Botten pointed out that the "gas prices that can be realized from these projects are not constrained by the local market conditions in eastern Australia, which are dominated by large volumes of competitively priced coal." This meant that Australian east coast gas was priced at a significant discount to the world price and, while the price was likely to rise in the future, would remain capped by the price of coal.

The other partners in the project and other gas developers in the country clearly agreed. Within a few weeks, not one but four LNG export projects with up to 23.5 million metric tons (mt) of annual capacity had been announced in Papua New Guinea. Not all of the projects will proceed, not least because some of them are predicated on using the same gas deposits, but it is quite possible that LNG could be available for export from the country from 2012.

Papua New Guinea's gas developers are far from alone in promoting cross-border projects in the region, with LNG projects of particular interest. And buyer interest is equally strong at a time of tight gas supplies, high and volatile prices, and expectations of strong growth in Asian gas demand.

Rapid growth in Asian gas demand will simply continue existing trends. In 1996 the region consumed 238 billion cubic meters (Bcm) of gas. Demand rose by an average of more than 6% a year to 2006, when the region consumed 438.5 Bcm of gas. This included 135.2 Bcm of LNG, which in turn accounted for about 64% of global LNG trade.

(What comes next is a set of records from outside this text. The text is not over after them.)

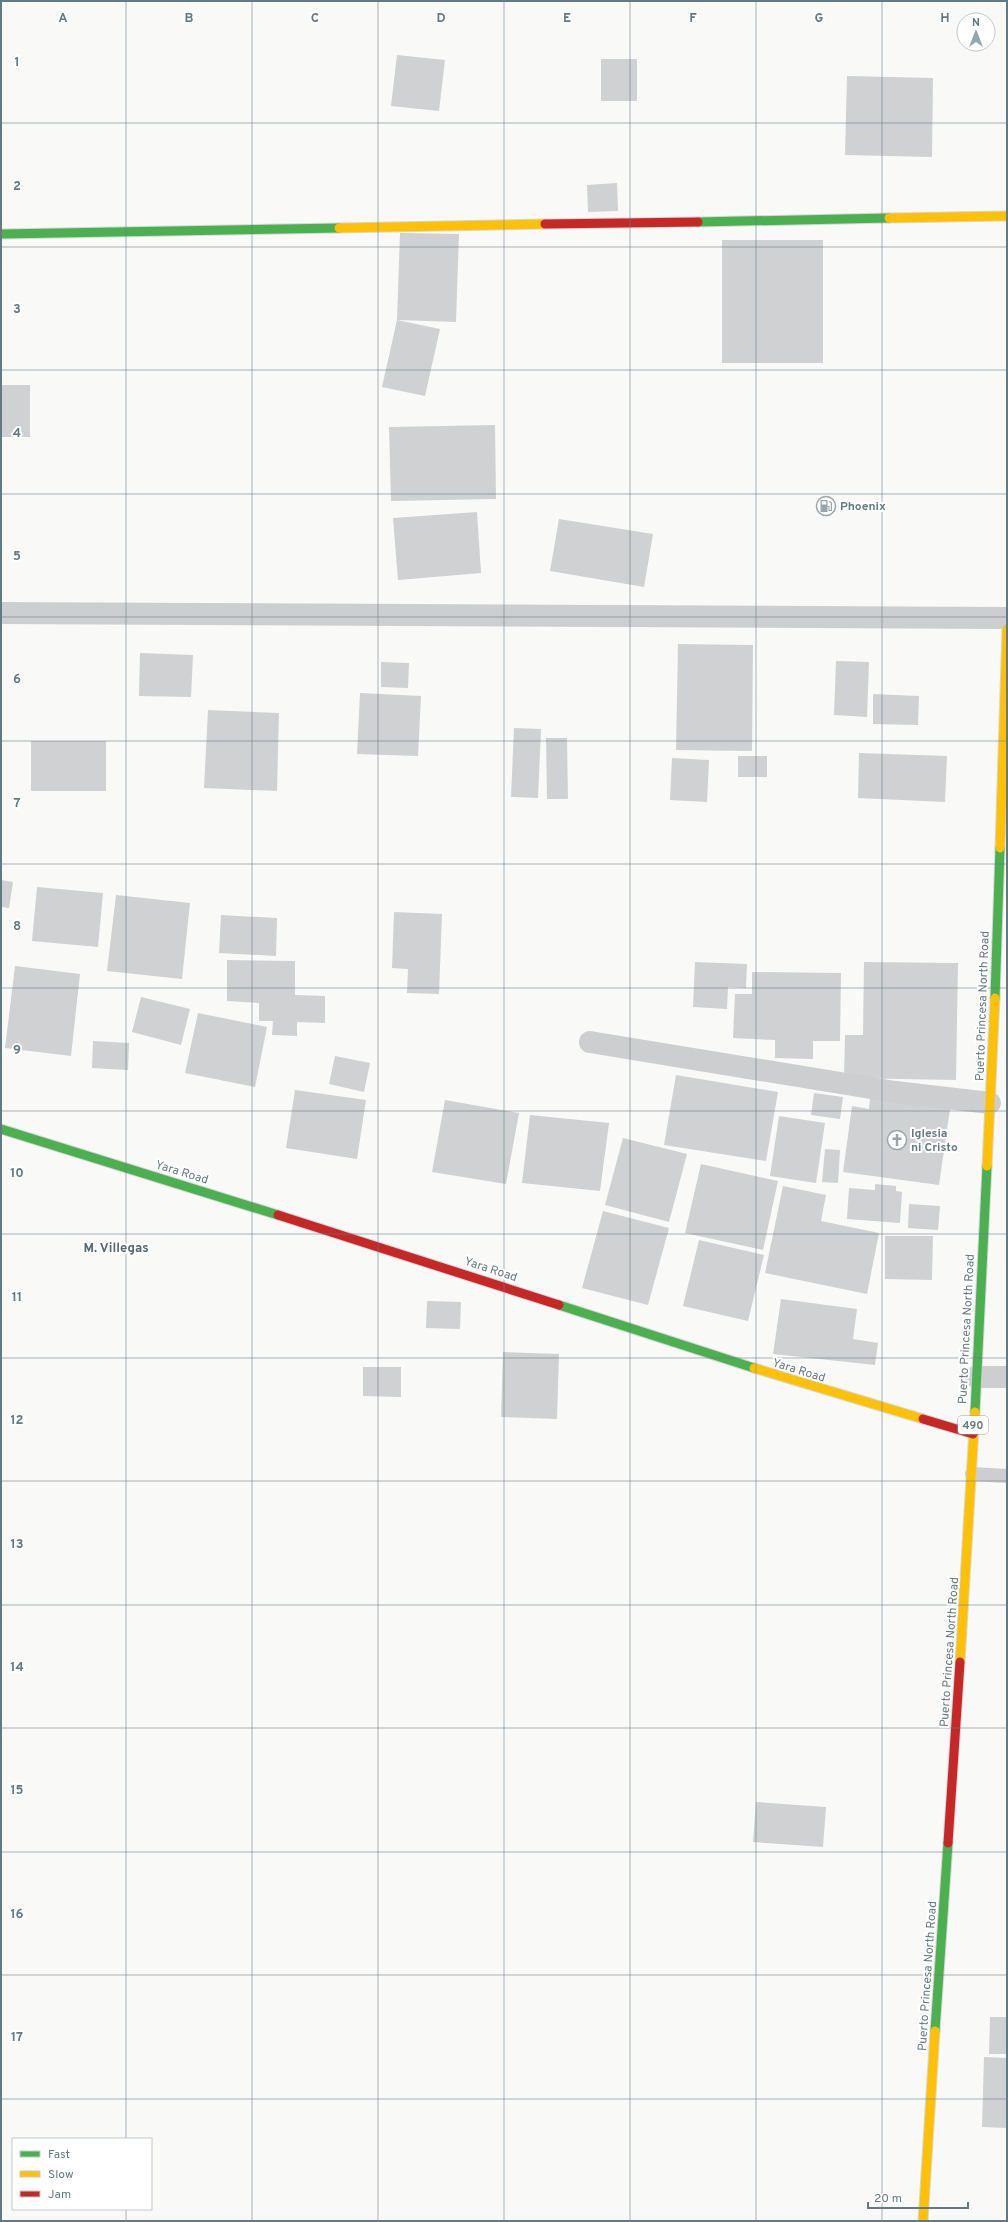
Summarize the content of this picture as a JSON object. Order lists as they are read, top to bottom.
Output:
{
  "streets": {
    "street": ["Puerto Princesa North Road", "Yara Road", "490"]
  },
  "crossings": [
    ["Puerto Princesa North Road", "Yara Road"]
  ],
  "districts": ["M. Villegas"],
  "places": {
    "fuel station": ["Phoenix"],
    "church": ["Iglesia ni Cristo"]
  },
  "legend": ["Fast", "Slow", "Jam"],
  "scale_bar": "20 m",
  "north": "top",
  "grid": {
    "columns": [
      "A",
      "B",
      "C",
      "D",
      "E",
      "F",
      "G",
      "H"
    ],
    "rows": [
      "1",
      "2",
      "3",
      "4",
      "5",
      "6",
      "7",
      "8",
      "9",
      "10",
      "11",
      "12",
      "13",
      "14",
      "15",
      "16",
      "17"
    ]
  }
}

Asian Gas Demand Set to Grow

Looking forward, the International Energy Agency (IEA) projected in its 2006 World Energy Outlook that Asian gas demand would rise by an average of 3% a year from 2004 to 2030above the global annual average of 2%. The IEA anticipated that steady growth would occur in traditional gas markets such as Japan and South Korea. But the Paris-based agency forecast much higher growth in developing markets such as China and India. Together, they accounted for only 20% of total Asian gas use in 2004 but are projected to account for 32% of the total in 2030.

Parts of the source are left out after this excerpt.